[Start of Attachment]

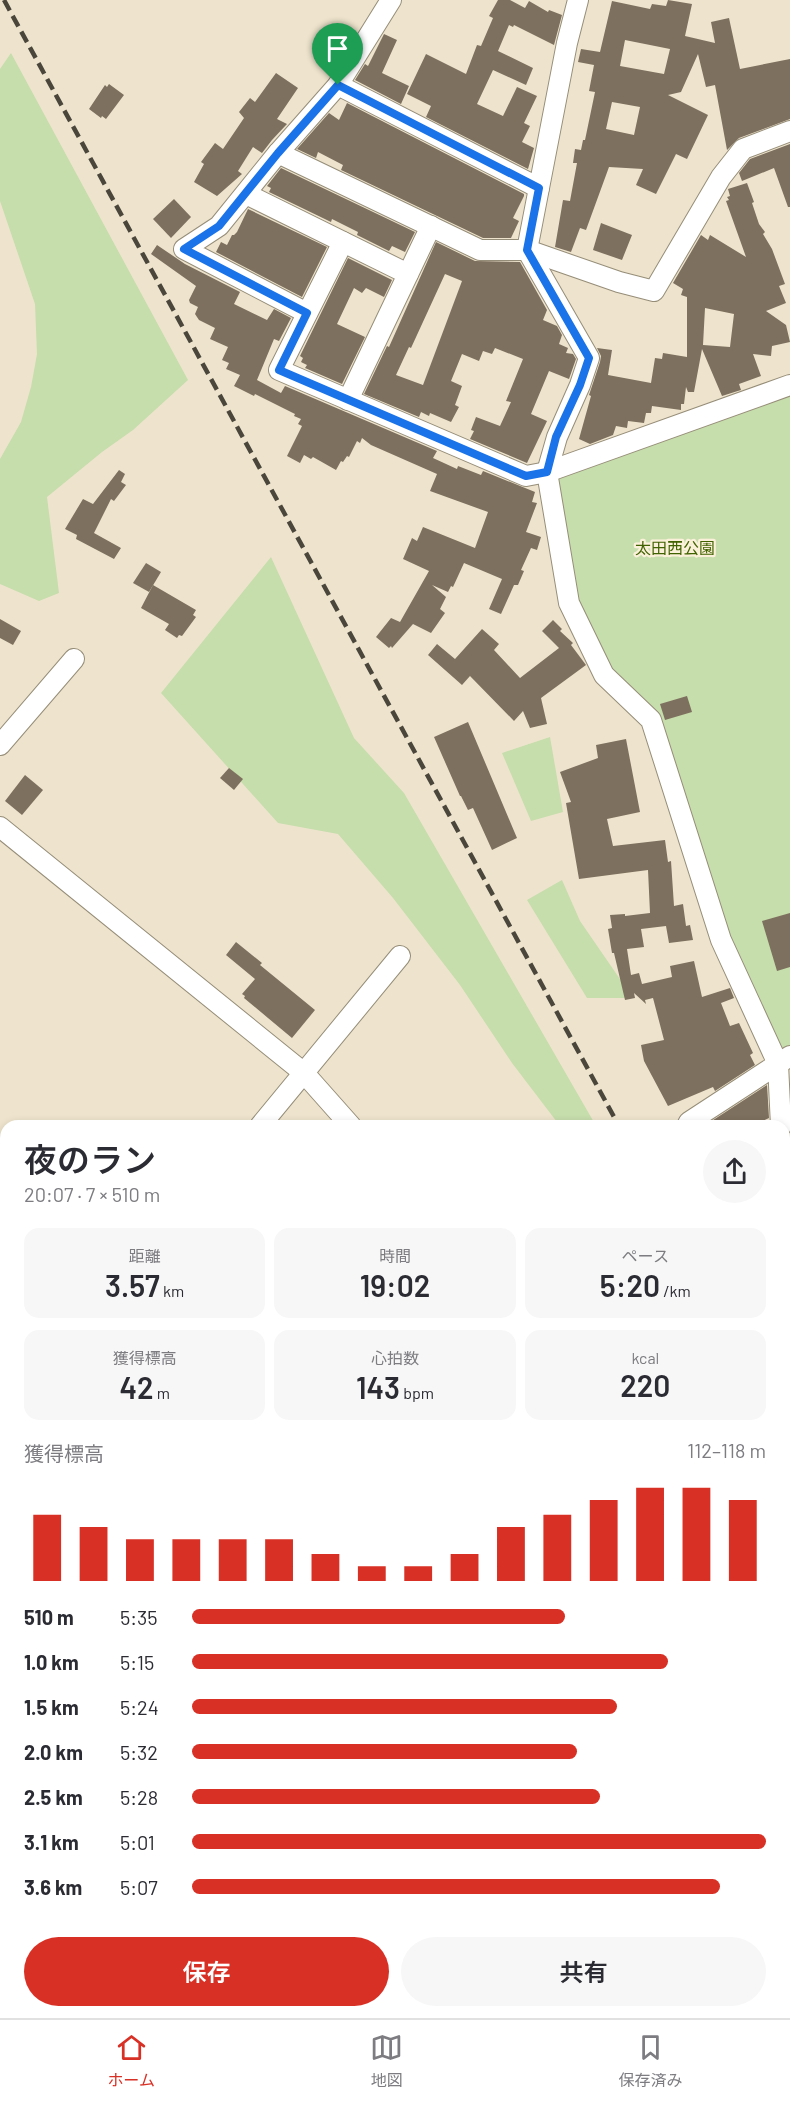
<!DOCTYPE html>
<html lang="ja">
<meta charset="utf-8">
<style>
body{margin:0;font-family:Barlow,"Noto Sans JP",sans-serif;background:#f7f7f7;color:#2b2b33;height:100vh;display:flex;flex-direction:column;font-size:22px;white-space:nowrap}
*{box-sizing:border-box;margin:0}
p{font-size:20px;color:#7c7c81}
.icon{flex:none;width:33px;height:33px;fill:none;stroke:currentColor;stroke-width:2;stroke-linecap:round;stroke-linejoin:round}
.map{position:relative;flex:1;overflow:hidden}
.side{position:absolute;left:0px;top:1120px;width:790px;height:898px;display:flex;flex-direction:column;background:#fff;border-radius:18px 18px 0 0;box-shadow:0 3px 9px #0003}
.side>*{flex:none}
.pin{position:absolute;display:grid;place-items:center;width:51px;height:51px;color:#fff;margin:-62px -26px;border-radius:50% 50% 50% 0;rotate:-45deg;box-shadow:0 0 6px #0007}
.pin .icon{rotate:45deg}
.round{display:grid;place-items:center;flex:none;width:63px;height:63px;border-radius:32px;background:#f7f7f7}
.summary{display:flex;align-items:center;justify-content:space-between;height:102px;padding:0 24px}
h1{font-size:33px;font-weight:600;line-height:45px}
.metrics{display:grid;grid-template-columns:repeat(3,1fr);gap:9px;height:102px;padding:6px 24px}
.metrics div{display:grid;align-content:center;border-radius:15px;background:#f7f7f7;text-align:center}
.metrics b{font-size:30px;font-weight:600}
.metrics small{font-size:16px;font-weight:400}
.metrics p{font-size:16px}
.chart{height:168px;padding:12px 24px}
.chart p{display:flex;justify-content:space-between}
.chart svg{width:100%;height:108px;margin-top:6px;stroke:#d93025;stroke-width:6}
.cta{display:flex;gap:12px;margin-top:auto;padding:12px 24px}
.cta a{flex:1;height:69px;border-radius:36px;background:#d93025;color:#fff;font-size:24px;font-weight:600;line-height:69px;text-align:center}
.cta a+a{background:#f7f7f7;color:#2b2b33}
ul{padding:0 24px;list-style:none;font-size:20px}
li{display:grid;grid-template-columns:96px 72px 1fr;align-items:center;height:45px}
li i{height:15px;border-radius:8px;background:#d93025}
.dock{display:flex;justify-content:space-around;align-items:center;height:84px;border-top:2px solid #e1e1e2;background:#fff;font-size:16px;color:#7c7c81}
.dock a{display:grid;justify-items:center;gap:3px}
.dock .on{color:#d93025}
.map>svg:first-child{display:block}
.green{fill:#c6ddac}
.building{fill:#7d705e;fill-rule:evenodd}
.lines{fill:none;stroke-linecap:round;stroke-linejoin:round}
.minor-casing{stroke:#968d78;stroke-width:22}
.minor{stroke:#fff;stroke-width:20}
.rail{stroke:#4b463b;stroke-width:4.5;stroke-dasharray:12 6;stroke-linecap:butt}
.route-casing{stroke:#fff;stroke-width:12}
.route{stroke:#1a73e8;stroke-width:8}
.labels{text-anchor:middle;stroke-width:4.5;stroke-linejoin:round;paint-order:stroke}
.park-label{font-size:16px;fill:#416200;stroke:#fbf1da}
</style>
<div class="map">
<svg width="790" height="2018" viewBox="0 0 790 2018">
<rect width="100%" height="100%" fill="#eee4cd"/>
<!-- green -->
<g class="green">
<polygon points="11,53 188,380 133,430 102,452 47,497 59,593 39,601 0,584 0,459 21,422 31,387 37,354 35,304 0,201 0,69"/>
<polygon points="790,385 790,1056 778,1064 721,940 651,720 604,675 569,603 547,472"/>
<polygon points="271,557 354,738 404,793 595,1124 560,1126 512,1063 460,985 393,898 338,834 278,823 161,693"/>
<polygon points="550,737 563,812 531,821 502,753"/>
<polygon points="562,880 580,921 633,998 587,998 527,900"/>
</g>
<!-- building -->
<g class="building">
<polygon points="498,0 510,0 525,8 529,1 548,12 549,10 562,15 554,45 514,25 513,27 509,25 498,51 533,68 526,85 493,70 477,104 503,116 517,87 537,96 524,123 530,126 522,142 534,148 528,169 426,117 431,106 407,94 426,54 466,74 477,45 481,46 493,18 489,16"/>
<path d="M668,0L692,4L685,36L715,43L711,22L729,18L740,69L790,59V119L739,138L727,150L715,85L706,87L698,54L681,92L668,95L708,115L687,159L676,154L656,194L636,185L643,169L609,167L586,230L580,228L571,252L555,247L563,200L570,201L577,163H573L575,149L581,150L583,140H585L595,92L589,91L594,65L578,62L581,49L600,52L612,1L650,9L652,4L666,6ZM625,40L670,49L664,74L620,66ZM612,102L640,107L634,135L606,129Z"/>
<polygon points="384,34 397,40 382,73 409,86 401,104 355,80 365,64 368,66"/>
<polygon points="276,73 298,88 277,119 287,124 272,140 262,153 253,147 238,171 242,174 217,196 194,182 204,164 201,162 215,143 223,149 244,118 239,112 250,98 255,102"/>
<polygon points="109,84 124,95 106,119 102,116 101,118 89,109 105,85 107,87"/>
<polygon points="347,103 524,194 524,196 513,218 519,221 511,238 483,238 341,170 343,165 318,152 316,158 297,149 329,113 339,120"/>
<polygon points="790,144 790,207 788,207 774,168 742,181 739,173 750,159"/>
<polygon points="281,168 415,232 405,252 392,246 389,251 357,235 358,232 332,219 331,222 269,192 271,188 267,186"/>
<path d="M747,183L754,202L752,203L759,224L765,232L763,234L772,249L785,284L779,286L786,303L766,311L786,325L790,342L772,346L771,356L753,354L761,376L739,384L741,390L722,396L702,349L694,392H688L686,387L684,404H681V410L652,406L651,413H646L644,423L628,421L627,428L616,426L613,435L590,444L579,439L591,396L589,395L600,362L601,356L597,348L612,350L608,375L651,383L655,358L662,359L663,353L687,357V297L681,295L683,289L673,283L701,235L708,240L710,235L746,257L726,201L729,200L727,197L730,196L728,189ZM705,308L734,314L730,347L703,345Z"/>
<polygon points="174,199 191,217 171,238 153,219"/>
<polygon points="248,209 327,247 302,297 216,252 221,242 227,245 232,235 234,235 237,232"/>
<polygon points="601,223 632,235 622,260 593,250"/>
<path d="M436,242L475,261L520,262L547,310L543,320L557,326L562,335L559,344L568,348L566,353L573,354L576,359L569,379L549,371L531,414L547,421L527,463L470,439L474,431L471,430L476,417L500,426L511,402L506,401L523,359L495,348L492,354L483,351L479,361L462,354L451,381L462,386L455,405L459,407L451,422L430,413L429,416L421,412L419,417L364,394L387,346L389,347ZM445,274L462,281L423,385L396,375L409,347L411,348Z"/>
<polygon points="157,245 185,264 240,292 234,304 267,320 274,309 291,318 279,341 274,339 257,380 281,393 285,386 437,451 433,458 457,469 458,466 481,475 483,471 535,492 532,502 537,503 526,532 541,537 537,550 531,548 521,570 524,571 518,585 514,585 501,614 489,609 502,579 464,563 453,587 451,586 448,592 432,585 446,597 440,609 445,613 431,633 413,624 392,648 391,646 389,648 376,637 391,618 400,622 429,571 403,559 412,538 417,541 423,527 475,548 488,512 430,491 437,474 371,445 362,438 360,443 357,441 349,457 347,456 343,462 341,461 336,470 313,457 311,459 304,455 300,463 287,456 302,426 298,424 301,419 294,416 295,414 255,394 254,396 234,386 240,375 226,369 229,363 222,360 228,347 210,339 215,328 199,320 195,314 198,307 190,303 189,300 196,286 151,254"/>
<polygon points="348,258 392,280 384,297 366,288 362,293 354,288 337,324 365,337 342,384 305,368 307,365 301,362 303,358 300,356"/>
<polygon points="119,470 125,474 121,482 126,485 114,501 111,499 94,533 121,548 114,559 76,539 77,535 65,529 83,499 93,504"/>
<polygon points="146,563 161,572 149,592 133,583"/>
<polygon points="153,585 196,610 193,615 196,617 182,636 179,635 177,638 165,630 169,624 141,608"/>
<polygon points="0,619 21,631 13,645 0,638"/>
<polygon points="553,620 562,629 560,631 573,643 571,645 586,665 541,698 547,724 530,728 523,711 514,721 470,676 462,685 428,655 437,644 455,659 482,629 499,644 494,650 520,678 559,648 542,631"/>
<polygon points="687,696 692,712 665,720 660,704"/>
<polygon points="468,722 517,838 492,850 473,808 468,810 461,796 460,796 434,737"/>
<polygon points="626,739 640,812 607,819 613,846 665,840 668,862 671,861 674,906 683,904 686,926 690,925 693,940 669,943 666,926 641,929 644,947 627,949 631,975 639,973 642,984 672,977 670,966 694,961 702,997 730,988 734,998 721,1003 730,1026 739,1023 753,1053 750,1055 755,1065 715,1091 713,1087 668,1106 644,1061 641,1045 664,1040 653,998 645,1000 646,1004 634,993 635,998 625,1000 614,953 612,953 608,929 612,928 610,915 625,914 625,916 650,913 648,870 579,879 566,803 571,802 560,772 598,758 596,745"/>
<polygon points="229,768 243,779 234,790 220,778"/>
<polygon points="25,775 43,790 22,815 5,801"/>
<polygon points="790,913 790,967 777,971 762,921"/>
<polygon points="236,942 262,963 260,965 315,1010 292,1038 244,998 245,996 242,994 255,979 226,955"/>
<polygon points="767,1085 769,1118 752,1126 704,1126"/>
</g>
<g class="lines">
<defs>
<g id="minor">
<polyline points="578,0 567,43 527,250 589,358 580,385 557,437 547,472 569,603 604,675 651,720 721,940 778,1064 781,1126"/>
<polyline points="338,85 539,188"/>
<polyline points="278,153 480,250 527,250 619,282 654,291 721,177 743,149 790,131"/>
<polyline points="246,194 408,274"/>
<polyline points="343,242 279,370 526,476 547,472 790,385"/>
<polyline points="307,313 184,249 219,226 278,153 338,85 391,0"/>
<polyline points="348,400 431,226"/>
<polyline points="0,745 74,659"/>
<polyline points="0,827 304,1073 351,1126"/>
<polyline points="260,1126 400,956"/>
<polyline points="687,1126 689,1122 790,1056"/>
<polyline points="784,1176 790,1204"/>
<polyline points="0,1238 6,1243"/>
<polyline points="784,1403 790,1416"/>
<polyline points="0,1431 6,1427"/>
<polyline points="784,1614 790,1612"/>
<polyline points="0,1644 6,1652"/>
<polyline points="0,2000 6,1998"/>
<polyline points="335,2013 336,2018"/>
<polyline points="632,2013 633,2018"/>
</g>
</defs>
<!-- minor casing -->
<use href="#minor" class="minor-casing"/>
<!-- minor -->
<use href="#minor" class="minor"/>
<!-- rail -->
<g class="rail">
<polyline points="4,0 619,1126"/>
<polyline points="784,1514 790,1534"/>
</g>
</g>
<g class="lines">
<defs>
<polygon id="route" points="338,85 539,188 527,250 589,358 580,385 556,437 547,472 526,476 279,370 307,313 184,249 219,226 278,153"/>
</defs>
<!-- route casing -->
<use href="#route" class="route-casing"/>
<!-- route -->
<use href="#route" class="route"/>
</g>
<g class="labels">
<!-- park labels -->
<g class="park-label">
<text x="675" y="554">太田西公園</text>
</g>
</g>
</svg>
<div class="pin" style="left:338px;top:85px;background:#1e9e55"><svg class="icon" aria-label="arrive" viewBox="0 0 24 24"><path d="M6 21V4h12l-3 4 3 4H6"/></svg></div>
<section class="side">
<div class="summary"><div><h1>夜のラン</h1><p>20:07 · 7 × 510 m</p></div><a class="round"><svg class="icon" aria-label="share" viewBox="0 0 24 24"><path d="M12 15V3M7 8l5-5 5 5M5 13v7h14v-7"/></svg></a></div>
<div class="metrics">
<div><p>距離</p><b>3.57<small> km</small></b></div>
<div><p>時間</p><b>19:02</b></div>
<div><p>ペース</p><b>5:20<small> /km</small></b></div>
</div>
<div class="metrics">
<div><p>獲得標高</p><b>42<small> m</small></b></div>
<div><p>心拍数</p><b>143<small> bpm</small></b></div>
<div><p>kcal</p><b>220</b></div>
</div>
<div class="chart"><p><span>獲得標高</span>112–118 m</p>
<svg viewBox="0 0 160 44" preserveAspectRatio="none"><path d="M5 44V17M15 44V22M25 44V27M35 44V27M45 44V27M55 44V27M65 44V33M75 44V38M85 44V38M95 44V33M105 44V22M115 44V17M125 44V11M135 44V6M145 44V6M155 44V11"/></svg>
</div>
<ul>
<li><b>510 m</b>5:35<i style="width:65%"></i></li>
<li><b>1.0 km</b>5:15<i style="width:83%"></i></li>
<li><b>1.5 km</b>5:24<i style="width:74%"></i></li>
<li><b>2.0 km</b>5:32<i style="width:67%"></i></li>
<li><b>2.5 km</b>5:28<i style="width:71%"></i></li>
<li><b>3.1 km</b>5:01<i style="width:100%"></i></li>
<li><b>3.6 km</b>5:07<i style="width:92%"></i></li>
</ul>
<div class="cta"><a>保存</a><a>共有</a></div>
</section>
</div>
<nav class="dock">
<a class="on"><svg class="icon" aria-label="home" viewBox="0 0 24 24"><path d="M3 11l9-7 9 7M6 9v11h12V9"/></svg>ホーム</a>
<a><svg class="icon" aria-label="map" viewBox="0 0 24 24"><path d="M3 6l6-2 6 2 6-2v14l-6 2-6-2-6 2zM9 4v14M15 6v14"/></svg>地図</a>
<a><svg class="icon" aria-label="saved" viewBox="0 0 24 24"><path d="M7 4h10v16l-5-4-5 4z"/></svg>保存済み</a>
</nav>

[End of Attachment]

Only the lines above from the line with "<!-- building -->" to the line with "124,95 106,119 102,116", those two lines included, should be reproduced exactly.

<!-- building -->
<g class="building">
<polygon points="498,0 510,0 525,8 529,1 548,12 549,10 562,15 554,45 514,25 513,27 509,25 498,51 533,68 526,85 493,70 477,104 503,116 517,87 537,96 524,123 530,126 522,142 534,148 528,169 426,117 431,106 407,94 426,54 466,74 477,45 481,46 493,18 489,16"/>
<path d="M668,0L692,4L685,36L715,43L711,22L729,18L740,69L790,59V119L739,138L727,150L715,85L706,87L698,54L681,92L668,95L708,115L687,159L676,154L656,194L636,185L643,169L609,167L586,230L580,228L571,252L555,247L563,200L570,201L577,163H573L575,149L581,150L583,140H585L595,92L589,91L594,65L578,62L581,49L600,52L612,1L650,9L652,4L666,6ZM625,40L670,49L664,74L620,66ZM612,102L640,107L634,135L606,129Z"/>
<polygon points="384,34 397,40 382,73 409,86 401,104 355,80 365,64 368,66"/>
<polygon points="276,73 298,88 277,119 287,124 272,140 262,153 253,147 238,171 242,174 217,196 194,182 204,164 201,162 215,143 223,149 244,118 239,112 250,98 255,102"/>
<polygon points="109,84 124,95 106,119 102,116 101,118 89,109 105,85 107,87"/>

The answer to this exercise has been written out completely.